If she wins, the daugher of Vice President Jejomar Binay said, she would be willing to go head-to-head with Team PNoy counterpart Risa Hontiveros on the Senate floor, assuming, of course, that the former Akbayan representative gets into the “Magic 12″ as well.
“I told her it’s okay. If both of us get elected to the Senate, the two of us would be able to debate every day in the Senate,” she told reporters during a campaign sortie here.
But in the meantime, Binay insisted that she would rather focus on the campaign trail with less than three weeks to go before elections.
“It seems there’s no more time for debates because there are still many provinces that I need to visit,” she said in Filipino.
More ground to cover
Binay said she still had more ground to cover because she joined the the senatorial race relatively late. She joined the United Nationalist Alliance ticket after businessman Joey De Venecia backed out.
“Most of [the candidates] had already prepared a year ago because they already had intentions of running,” she said.
Despite her purported reluctance to seek public office, Binay has performed well in surveys of voter preferences in the senatorial elections.

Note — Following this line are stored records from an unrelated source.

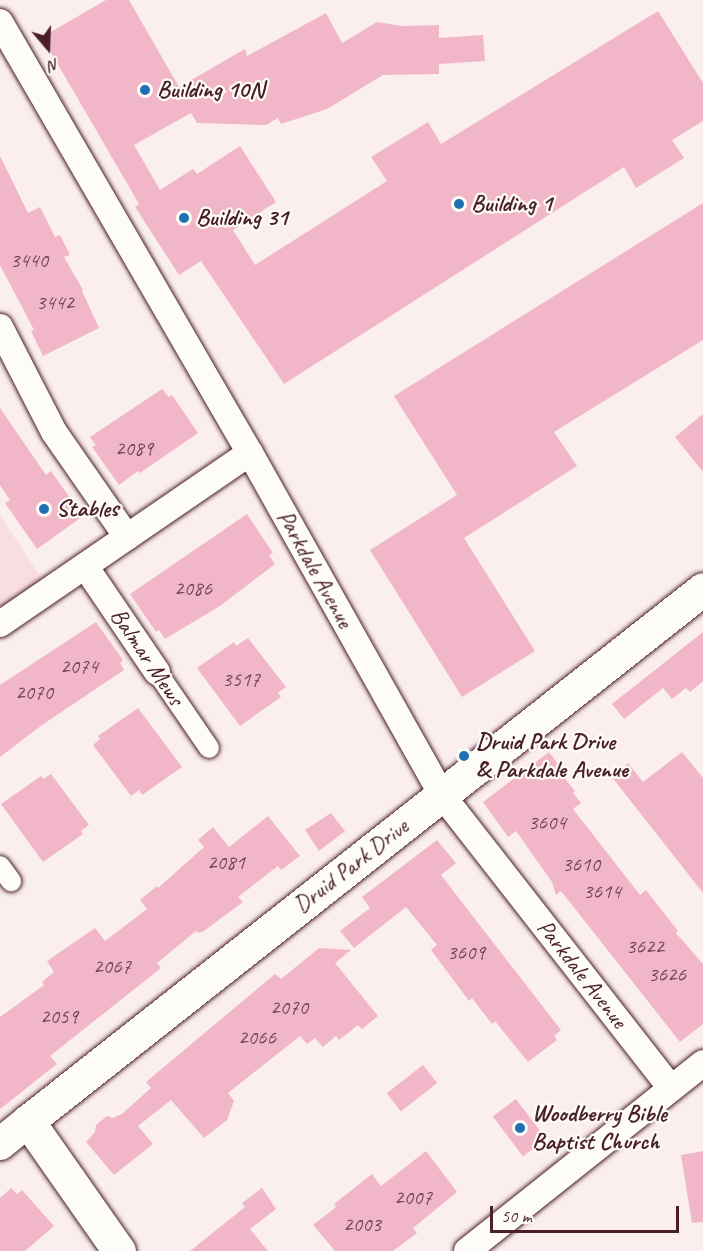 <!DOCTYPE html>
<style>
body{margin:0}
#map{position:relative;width:703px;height:1251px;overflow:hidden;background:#fbeeee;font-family:Caveat,sans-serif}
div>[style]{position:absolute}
.built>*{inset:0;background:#f8dee3}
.building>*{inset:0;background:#f1b7c9;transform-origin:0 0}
.roads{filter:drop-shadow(0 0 2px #4a1f2b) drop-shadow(0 0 2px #4a1f2b)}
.pedestrian>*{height:20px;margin:-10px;padding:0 10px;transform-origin:10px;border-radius:10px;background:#fdfcf7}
.minor>*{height:26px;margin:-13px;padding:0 13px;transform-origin:13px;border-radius:13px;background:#fdfcf7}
.tertiary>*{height:32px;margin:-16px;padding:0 16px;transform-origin:16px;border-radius:16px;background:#fdfcf7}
.secondary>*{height:33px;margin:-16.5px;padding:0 16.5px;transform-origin:16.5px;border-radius:16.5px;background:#fdfcf7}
.dots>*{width:16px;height:16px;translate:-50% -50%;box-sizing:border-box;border:3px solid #fdfcf7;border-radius:50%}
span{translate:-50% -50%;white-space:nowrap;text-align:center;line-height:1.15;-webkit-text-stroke:4.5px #fdfcf7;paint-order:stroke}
.number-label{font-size:21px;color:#744552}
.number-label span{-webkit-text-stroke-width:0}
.poi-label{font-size:24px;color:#4a1f2b;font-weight:700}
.left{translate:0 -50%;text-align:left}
.street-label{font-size:24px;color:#4a1f2b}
.north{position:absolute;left:18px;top:18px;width:60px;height:60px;-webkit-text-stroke:4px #fdfcf7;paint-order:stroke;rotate:161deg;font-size:16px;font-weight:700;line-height:24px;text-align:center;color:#4a1f2b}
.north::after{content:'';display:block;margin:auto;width:21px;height:27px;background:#4a1f2b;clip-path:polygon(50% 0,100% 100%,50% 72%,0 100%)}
.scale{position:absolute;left:490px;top:1206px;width:189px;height:27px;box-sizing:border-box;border:3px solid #4a1f2b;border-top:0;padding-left:8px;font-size:18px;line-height:21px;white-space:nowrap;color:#4a1f2b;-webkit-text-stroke:4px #fdfcf7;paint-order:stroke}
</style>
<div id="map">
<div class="built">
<div style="clip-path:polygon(0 515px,49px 590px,0 624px)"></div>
</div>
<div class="building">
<div style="clip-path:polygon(106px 0,129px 0,179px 87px,245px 49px,247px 56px,326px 13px,342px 43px,377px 22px,402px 26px,439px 25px,439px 38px,483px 35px,485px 61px,439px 64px,439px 74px,383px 75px,327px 109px,281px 124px,278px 118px,266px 125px,197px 123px,191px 113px,134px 145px,160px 190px,193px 169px,197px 174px,240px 146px,276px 202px,233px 230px,255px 265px,387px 181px,371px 157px,428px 122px,441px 144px,658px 11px,703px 83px,703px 121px,672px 140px,684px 158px,636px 188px,624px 167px,284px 384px,201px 261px,179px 275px,135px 207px,139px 204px,42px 37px)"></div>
<div style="clip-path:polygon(0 156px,28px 213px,40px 207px,55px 237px,60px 235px,70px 255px,64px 257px,83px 290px,82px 291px,99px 328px,43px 356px,31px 331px,34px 330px,0 265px)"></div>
<div style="clip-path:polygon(703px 203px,703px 340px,554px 432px,577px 466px,464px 538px,535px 651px,462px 697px,370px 550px,457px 495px,394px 396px)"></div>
<div style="clip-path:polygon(162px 389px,169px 397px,172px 395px,198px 433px,140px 473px,138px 471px,119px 485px,92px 447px,96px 445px,90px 437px)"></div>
<div style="clip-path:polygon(0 408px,46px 475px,51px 471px,83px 516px,37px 549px,5px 503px,10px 500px,0 485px)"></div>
<div style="clip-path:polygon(703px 414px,703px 472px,675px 437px)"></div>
<div style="clip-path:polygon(247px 514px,273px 553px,269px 555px,275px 564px,220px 606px,165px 639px,159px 630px,156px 632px,130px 594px)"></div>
<div style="clip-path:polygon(96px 622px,123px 660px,120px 663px,124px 670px,42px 725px,0 757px,0 685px)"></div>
<div style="clip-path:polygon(703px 632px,703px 681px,690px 692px,686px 688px,672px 699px,663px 688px,624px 719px,612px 704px)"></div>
<div style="clip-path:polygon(248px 638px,286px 687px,278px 693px,281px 697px,240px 726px,197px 668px,234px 642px,236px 646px)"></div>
<div style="clip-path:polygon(138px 708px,182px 767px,142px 795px,139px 790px,131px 796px,93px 745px,100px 739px,98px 736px)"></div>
<div style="clip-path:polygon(549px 752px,566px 775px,566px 780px,575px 791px,573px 793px,581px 803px,573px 809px,640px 895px,646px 890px,678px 931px,676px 933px,703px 964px,703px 1024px,680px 1042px,561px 891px,556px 895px,552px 882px,516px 831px,508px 837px,483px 802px)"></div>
<div style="clip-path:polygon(682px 752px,703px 778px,703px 893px,611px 776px,628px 763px,643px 782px)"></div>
<div style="clip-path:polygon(51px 774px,89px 825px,81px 831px,83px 834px,43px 862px,1px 804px,41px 776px,43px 779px)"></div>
<div style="clip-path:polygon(331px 813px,345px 831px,319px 851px,305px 830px)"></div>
<div style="clip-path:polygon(268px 816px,300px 856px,281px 870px,278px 866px,238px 897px,243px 902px,204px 931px,198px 933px,196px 931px,157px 963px,161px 968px,50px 1056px,57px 1064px,0 1109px,0 1017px,44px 985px,42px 982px,54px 972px,47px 961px,95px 928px,105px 941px,147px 909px,140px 900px,157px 886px,158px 888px,204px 847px,198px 840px,213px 827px,229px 847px)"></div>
<div style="clip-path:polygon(437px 840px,456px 863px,441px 875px,561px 1030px,554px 1036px,557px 1040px,528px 1062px,495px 1021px,492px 1024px,472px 998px,469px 1001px,431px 950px,437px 945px,406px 907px,354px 948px,340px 931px,370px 908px,362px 897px)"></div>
<div style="clip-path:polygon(319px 948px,351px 950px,335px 963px,378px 1016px,362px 1029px,358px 1025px,339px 1040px,336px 1036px,323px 1047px,315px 1038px,307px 1044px,300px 1036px,228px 1093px,234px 1101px,227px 1120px,204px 1138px,171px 1100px,138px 1126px,153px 1144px,114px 1175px,86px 1142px,95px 1132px,96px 1125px,107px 1116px,113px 1118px,122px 1114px,151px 1088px,146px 1082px,275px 974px,281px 979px)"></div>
<div style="left:423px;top:1065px;width:23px;height:46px;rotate:52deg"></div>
<div style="left:516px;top:1099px;width:50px;height:29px;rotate:53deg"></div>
<div style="clip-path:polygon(426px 1151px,457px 1192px,413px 1228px,417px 1233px,393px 1251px,335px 1251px,313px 1225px,336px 1207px,334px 1204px,372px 1174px,381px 1186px)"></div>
<div style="clip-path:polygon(703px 1151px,703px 1222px,692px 1223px,681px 1155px)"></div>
<div style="clip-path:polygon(11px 1188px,17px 1194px,22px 1190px,54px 1226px,25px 1251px,0 1251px,0 1198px)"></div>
<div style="clip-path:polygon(262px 1188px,276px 1209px,250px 1229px,268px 1251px,190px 1251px,245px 1207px,242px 1203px)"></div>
</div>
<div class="roads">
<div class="pedestrian">
<div style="left:157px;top:672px;width:92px;rotate:55.6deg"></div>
<div style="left:0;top:866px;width:19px;rotate:54deg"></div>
</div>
<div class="minor">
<div style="left:0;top:22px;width:498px;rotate:59.9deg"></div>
<div style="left:250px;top:453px;width:392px;rotate:60.7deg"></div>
<div style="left:442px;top:795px;width:372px;rotate:52deg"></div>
<div style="left:0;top:327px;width:118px;rotate:62.8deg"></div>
<div style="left:54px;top:432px;width:128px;rotate:55.2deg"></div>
<div style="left:85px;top:566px;width:128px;rotate:55.8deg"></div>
<div style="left:0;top:624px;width:303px;rotate:-34.4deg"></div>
<div style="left:467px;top:1251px;width:302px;rotate:-38.5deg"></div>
</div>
<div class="tertiary">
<div style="left:0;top:1144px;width:36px;rotate:-39deg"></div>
</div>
<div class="secondary">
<div style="left:119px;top:1251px;width:159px;rotate:-125deg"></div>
<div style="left:28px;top:1121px;width:859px;rotate:-38.24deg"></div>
</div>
</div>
<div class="dots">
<div style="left:145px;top:90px;background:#1f6fb2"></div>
<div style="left:459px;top:204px;background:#1f6fb2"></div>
<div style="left:184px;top:218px;background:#1f6fb2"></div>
<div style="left:44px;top:509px;background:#1f6fb2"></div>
<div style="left:464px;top:756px;background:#1f6fb2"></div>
<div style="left:520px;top:1128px;background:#1f6fb2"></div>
</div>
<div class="number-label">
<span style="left:29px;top:260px">3440</span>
<span style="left:55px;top:302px">3442</span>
<span style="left:134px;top:448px">2089</span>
<span style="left:193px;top:588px">2086</span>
<span style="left:79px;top:666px">2074</span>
<span style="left:241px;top:679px">3517</span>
<span style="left:34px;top:692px">2070</span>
<span style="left:547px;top:822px">3604</span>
<span style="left:226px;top:862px">2081</span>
<span style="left:581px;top:864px">3610</span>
<span style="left:602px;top:891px">3614</span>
<span style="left:645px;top:946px">3622</span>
<span style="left:466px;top:952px">3609</span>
<span style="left:112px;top:966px">2067</span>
<span style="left:667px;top:974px">3626</span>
<span style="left:289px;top:1007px">2070</span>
<span style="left:59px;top:1016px">2059</span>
<span style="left:257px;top:1037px">2066</span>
<span style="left:413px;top:1197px">2007</span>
<span style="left:362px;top:1224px">2003</span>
</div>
<div class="poi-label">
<span class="left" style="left:157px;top:90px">Building 10N</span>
<span class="left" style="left:471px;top:204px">Building 1</span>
<span class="left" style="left:196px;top:218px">Building 31</span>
<span class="left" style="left:56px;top:509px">Stables</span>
<span class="left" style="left:476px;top:756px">Druid Park Drive<br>&amp; Parkdale Avenue</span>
<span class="left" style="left:532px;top:1128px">Woodberry Bible<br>Baptist Church</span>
</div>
<div class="street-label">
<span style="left:315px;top:569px;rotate:61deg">Parkdale Avenue</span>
<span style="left:147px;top:657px;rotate:56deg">Balmar Mews</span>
<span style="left:351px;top:866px;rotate:-38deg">Druid Park Drive</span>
<span style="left:582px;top:974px;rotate:52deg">Parkdale Avenue</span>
</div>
<div class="north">N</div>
<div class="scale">50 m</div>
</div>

She ranked third and fourth in the latest Social Weather Stations survey.
In contrast, Hontiveros, who has been challenging her to a debate, has consistently failed to get into the top 12 of all major surveys so far.
Still, Binay said she would not go easy on her campaign. She noted that in the 2010 vice presidential election, her father, then Makati Mayor Jejomar Binay, had been trailing frontrunner Mar Roxas. The elder Binay eventually won.
“What happened to my father’s opponent, I don’t want that to happen to me,” she said. “To me, surveys are not the true test of who would win or lose in the election.”
Binay added: “My mind-set is I’m not winning."